TrialGrid Blog

Unicode

Tue 24 October 2017
By Ian Sparks

If you haven't heard of Unicode you have certainly seen it. You are seeing it now since Unicode is the standard for the encoding of characters viewable in Web Browsers and on computers in general. As of this writing, version 10 of the standard includes more then 136,000 characters from multiple writing systems and Medidata Rave supports the Unicode standard both for study designs and for data collection. So what is the problem?

Actually, there is no problem so long as you know what characters from the Unicode standard are being used in your study, where they are and how they display and appear in outputs.

Unicode in Study Design

If you are building your study in Japanese or localizing it to Russian, Armenian or Greek then having the full set of Unicode characters to use is vital. For studies in English you may want to stick to the set of 128 characters known as ASCII (a-Z, 0-9 and symbols). But sometimes you can be surprised by characters that aren՚t what you think they are…

Did you spot those alternative characters hiding in the last sentence?

characters that aren՚t what you think they are…

vs:

characters that aren't what you think they are...
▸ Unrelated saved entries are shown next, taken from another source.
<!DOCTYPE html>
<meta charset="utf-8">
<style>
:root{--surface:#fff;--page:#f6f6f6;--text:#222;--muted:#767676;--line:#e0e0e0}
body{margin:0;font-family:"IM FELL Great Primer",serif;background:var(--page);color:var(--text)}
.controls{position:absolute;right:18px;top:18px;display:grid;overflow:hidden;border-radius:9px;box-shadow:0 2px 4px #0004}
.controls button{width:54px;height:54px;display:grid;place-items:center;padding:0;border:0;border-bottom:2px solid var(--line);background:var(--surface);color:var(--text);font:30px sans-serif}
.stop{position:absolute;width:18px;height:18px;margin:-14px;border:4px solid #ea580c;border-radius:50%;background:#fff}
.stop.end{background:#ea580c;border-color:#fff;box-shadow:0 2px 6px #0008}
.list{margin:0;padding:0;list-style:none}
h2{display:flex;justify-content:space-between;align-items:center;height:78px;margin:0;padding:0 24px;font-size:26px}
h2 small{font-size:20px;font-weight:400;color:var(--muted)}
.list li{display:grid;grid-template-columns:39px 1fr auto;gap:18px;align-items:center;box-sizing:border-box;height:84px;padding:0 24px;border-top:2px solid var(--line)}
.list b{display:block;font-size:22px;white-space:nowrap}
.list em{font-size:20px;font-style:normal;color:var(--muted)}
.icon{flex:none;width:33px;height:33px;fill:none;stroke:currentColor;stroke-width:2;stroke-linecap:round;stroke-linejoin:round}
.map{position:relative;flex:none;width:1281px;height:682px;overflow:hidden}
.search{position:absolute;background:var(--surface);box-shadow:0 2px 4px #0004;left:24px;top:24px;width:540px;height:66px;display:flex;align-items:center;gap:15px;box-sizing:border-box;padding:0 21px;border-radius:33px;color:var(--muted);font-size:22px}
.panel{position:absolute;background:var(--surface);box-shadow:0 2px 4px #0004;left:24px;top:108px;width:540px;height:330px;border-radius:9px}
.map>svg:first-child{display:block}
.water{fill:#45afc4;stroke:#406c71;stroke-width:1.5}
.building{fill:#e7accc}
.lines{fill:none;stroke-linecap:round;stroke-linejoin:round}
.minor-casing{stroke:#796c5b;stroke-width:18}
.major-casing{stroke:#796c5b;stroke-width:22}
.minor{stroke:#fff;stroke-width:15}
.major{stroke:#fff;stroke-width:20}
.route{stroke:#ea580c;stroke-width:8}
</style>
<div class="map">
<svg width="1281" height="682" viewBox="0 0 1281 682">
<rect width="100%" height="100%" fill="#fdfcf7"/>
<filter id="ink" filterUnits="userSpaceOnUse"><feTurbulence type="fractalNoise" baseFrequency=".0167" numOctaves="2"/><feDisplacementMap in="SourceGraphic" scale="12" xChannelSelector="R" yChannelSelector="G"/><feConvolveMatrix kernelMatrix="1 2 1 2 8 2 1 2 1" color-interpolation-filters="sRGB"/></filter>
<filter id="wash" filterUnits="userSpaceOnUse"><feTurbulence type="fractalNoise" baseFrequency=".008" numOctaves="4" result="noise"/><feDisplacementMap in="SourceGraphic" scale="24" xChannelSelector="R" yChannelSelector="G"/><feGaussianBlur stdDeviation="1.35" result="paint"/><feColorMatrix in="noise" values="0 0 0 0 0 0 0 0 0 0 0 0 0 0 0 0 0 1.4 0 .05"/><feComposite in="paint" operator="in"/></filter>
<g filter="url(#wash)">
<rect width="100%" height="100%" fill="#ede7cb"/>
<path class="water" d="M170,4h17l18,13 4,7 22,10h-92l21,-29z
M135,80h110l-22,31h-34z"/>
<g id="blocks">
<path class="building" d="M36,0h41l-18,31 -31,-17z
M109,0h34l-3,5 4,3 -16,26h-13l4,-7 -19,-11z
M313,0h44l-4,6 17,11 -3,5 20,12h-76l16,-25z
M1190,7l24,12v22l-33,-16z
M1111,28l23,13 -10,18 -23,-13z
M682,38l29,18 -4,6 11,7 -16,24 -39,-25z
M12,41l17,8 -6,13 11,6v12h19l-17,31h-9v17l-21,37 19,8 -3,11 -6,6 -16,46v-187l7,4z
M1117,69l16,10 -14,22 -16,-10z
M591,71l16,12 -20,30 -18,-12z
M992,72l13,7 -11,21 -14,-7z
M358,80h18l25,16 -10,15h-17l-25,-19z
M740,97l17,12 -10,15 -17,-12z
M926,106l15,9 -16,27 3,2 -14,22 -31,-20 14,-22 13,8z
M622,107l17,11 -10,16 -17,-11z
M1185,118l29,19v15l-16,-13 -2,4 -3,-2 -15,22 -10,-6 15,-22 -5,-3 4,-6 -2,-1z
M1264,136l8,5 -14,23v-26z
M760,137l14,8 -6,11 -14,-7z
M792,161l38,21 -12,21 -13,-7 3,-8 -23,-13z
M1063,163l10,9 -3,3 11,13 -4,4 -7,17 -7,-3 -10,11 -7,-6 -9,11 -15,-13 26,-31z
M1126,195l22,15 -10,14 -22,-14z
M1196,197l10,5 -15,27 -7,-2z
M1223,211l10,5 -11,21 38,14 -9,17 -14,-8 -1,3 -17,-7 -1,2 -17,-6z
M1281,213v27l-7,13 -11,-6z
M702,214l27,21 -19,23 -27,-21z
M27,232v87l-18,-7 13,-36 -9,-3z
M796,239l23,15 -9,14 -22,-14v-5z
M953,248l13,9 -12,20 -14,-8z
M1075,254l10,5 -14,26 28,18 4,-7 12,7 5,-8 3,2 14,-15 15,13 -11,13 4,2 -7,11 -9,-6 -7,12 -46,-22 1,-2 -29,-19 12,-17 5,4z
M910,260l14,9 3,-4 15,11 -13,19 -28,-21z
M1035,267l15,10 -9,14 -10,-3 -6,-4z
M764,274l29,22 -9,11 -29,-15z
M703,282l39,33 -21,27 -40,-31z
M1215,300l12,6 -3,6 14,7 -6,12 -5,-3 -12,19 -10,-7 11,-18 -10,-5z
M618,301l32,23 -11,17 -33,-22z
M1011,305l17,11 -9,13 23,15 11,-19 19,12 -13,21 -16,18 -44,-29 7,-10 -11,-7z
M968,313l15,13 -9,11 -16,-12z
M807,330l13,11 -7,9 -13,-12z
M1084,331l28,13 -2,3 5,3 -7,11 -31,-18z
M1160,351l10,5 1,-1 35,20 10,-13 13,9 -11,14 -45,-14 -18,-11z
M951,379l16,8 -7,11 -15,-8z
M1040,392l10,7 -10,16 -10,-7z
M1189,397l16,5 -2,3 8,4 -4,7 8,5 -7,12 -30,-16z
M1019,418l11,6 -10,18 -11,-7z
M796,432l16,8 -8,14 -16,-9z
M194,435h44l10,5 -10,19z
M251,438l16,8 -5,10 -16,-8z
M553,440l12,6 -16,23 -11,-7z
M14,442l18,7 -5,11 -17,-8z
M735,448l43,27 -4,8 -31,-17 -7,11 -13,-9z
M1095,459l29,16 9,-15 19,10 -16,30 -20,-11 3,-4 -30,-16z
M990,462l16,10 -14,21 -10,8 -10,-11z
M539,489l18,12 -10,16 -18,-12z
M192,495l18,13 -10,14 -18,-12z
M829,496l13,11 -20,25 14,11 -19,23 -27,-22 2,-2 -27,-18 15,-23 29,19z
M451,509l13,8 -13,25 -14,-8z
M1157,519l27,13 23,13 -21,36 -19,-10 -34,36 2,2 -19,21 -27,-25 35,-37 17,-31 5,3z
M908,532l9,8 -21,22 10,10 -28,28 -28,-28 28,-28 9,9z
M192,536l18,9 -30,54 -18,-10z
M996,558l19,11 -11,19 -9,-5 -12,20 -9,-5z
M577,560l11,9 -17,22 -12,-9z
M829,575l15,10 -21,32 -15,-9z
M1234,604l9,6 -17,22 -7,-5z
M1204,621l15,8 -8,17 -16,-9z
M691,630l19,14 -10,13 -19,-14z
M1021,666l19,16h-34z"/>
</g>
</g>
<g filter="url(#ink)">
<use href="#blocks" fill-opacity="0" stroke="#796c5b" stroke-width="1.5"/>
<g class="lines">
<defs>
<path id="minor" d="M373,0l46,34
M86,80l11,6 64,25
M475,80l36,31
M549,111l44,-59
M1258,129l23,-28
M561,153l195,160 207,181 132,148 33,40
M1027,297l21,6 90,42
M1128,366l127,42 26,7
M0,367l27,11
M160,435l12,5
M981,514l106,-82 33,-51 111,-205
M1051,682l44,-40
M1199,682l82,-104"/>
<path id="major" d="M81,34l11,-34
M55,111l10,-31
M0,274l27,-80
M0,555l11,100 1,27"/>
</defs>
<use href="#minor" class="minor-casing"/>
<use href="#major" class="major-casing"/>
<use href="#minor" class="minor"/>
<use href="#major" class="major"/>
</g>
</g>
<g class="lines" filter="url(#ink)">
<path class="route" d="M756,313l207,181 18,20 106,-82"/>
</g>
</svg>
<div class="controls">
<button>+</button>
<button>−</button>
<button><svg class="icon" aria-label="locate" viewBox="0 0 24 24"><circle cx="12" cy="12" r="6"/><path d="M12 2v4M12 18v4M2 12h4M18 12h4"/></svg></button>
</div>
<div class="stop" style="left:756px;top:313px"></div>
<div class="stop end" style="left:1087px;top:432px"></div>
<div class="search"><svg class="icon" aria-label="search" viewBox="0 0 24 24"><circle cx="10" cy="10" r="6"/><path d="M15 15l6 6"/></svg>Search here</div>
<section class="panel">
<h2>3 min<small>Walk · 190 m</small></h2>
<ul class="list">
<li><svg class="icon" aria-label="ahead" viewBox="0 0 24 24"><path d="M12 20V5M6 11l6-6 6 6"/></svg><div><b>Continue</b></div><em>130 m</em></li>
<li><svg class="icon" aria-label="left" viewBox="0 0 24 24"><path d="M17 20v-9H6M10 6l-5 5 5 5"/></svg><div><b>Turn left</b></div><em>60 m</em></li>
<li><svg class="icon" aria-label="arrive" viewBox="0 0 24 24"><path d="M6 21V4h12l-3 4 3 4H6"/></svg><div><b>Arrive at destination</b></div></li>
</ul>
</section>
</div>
Still can't see it? Hint: It's the ՚ and the … The differences are (or at least, may be) subtle on the screen but when we render them in a Rave PDF they appear quite different:

Apostrophe and Ellipsis

It is very hard for the human eye to distinguish between these characters the way they are rendered in Browsers but they are different characters and the font that Rave uses to display characters won't have a way to render all 135,000 possible characters so it is best (in English studies at least) to stick to characters that appear in the limited ASCII set of characters that all fonts cover well.

Be especially wary of text that is cut and pasted from web pages, Word and Excel or from PDF documents. It is very tempting to copy verbatim from a Protocol document but word processors use all kinds of character variants to make writing look better on the screen or in print. You can't even trust the spaces in these documents because Unicode defines at least 20 different "empty" space characters of different widths including one that has no width at all (i.e. it is invisible!)

Tip: TrialGrid Diagnostic 70 will identify and highlight non-ASCII characters, even invisible ones

Unicode in Study Data

If unexpected characters in study design can cause strange PDF outputs, unexpected or unwanted characters in the clinical data can be real poison. A study that collects data in the English language might expect that all the text data in the study is in ASCII. However, Rave will accept data input to text fields of any Unicode character so the same problems of cut & pasted content can occur. Rave is 100% Unicode compatible so it will happily take, store and output any Unicode content but SAS and other analysis programs may have to be set to accept non-ASCII content.

In English studies you want to identify non-ASCII content at the point of entry. This can only be done with a Custom Function that looks at the content of a text field and determines if any of the characters are outside the ASCII range. A quick search of the web will throw up simple code which will return true if it finds a non-ASCII character in the input string:

    //Take string from datapoint.Data or datapoint.StandardValue
    string s = "characters that aren՚t what you think they are…";  

    foreach (char c in s)
    { 
        if (((int)c) > 127) 
        { 
            return true; 
        } 
    } 
    return false;

Tip: TrialGrid contains a CQL extension that makes this as easy as using FieldName.IsNotAscii in an Edit Check.

Summary

Rave handles Unicode really well and web browsers are very good at displaying a wide range of Unicode characters but not all characters can be displayed by all systems so be careful what you put into your study design and what you collect in your study data. Being able to cut and paste text between systems is great for productivity but can have unintended consequences.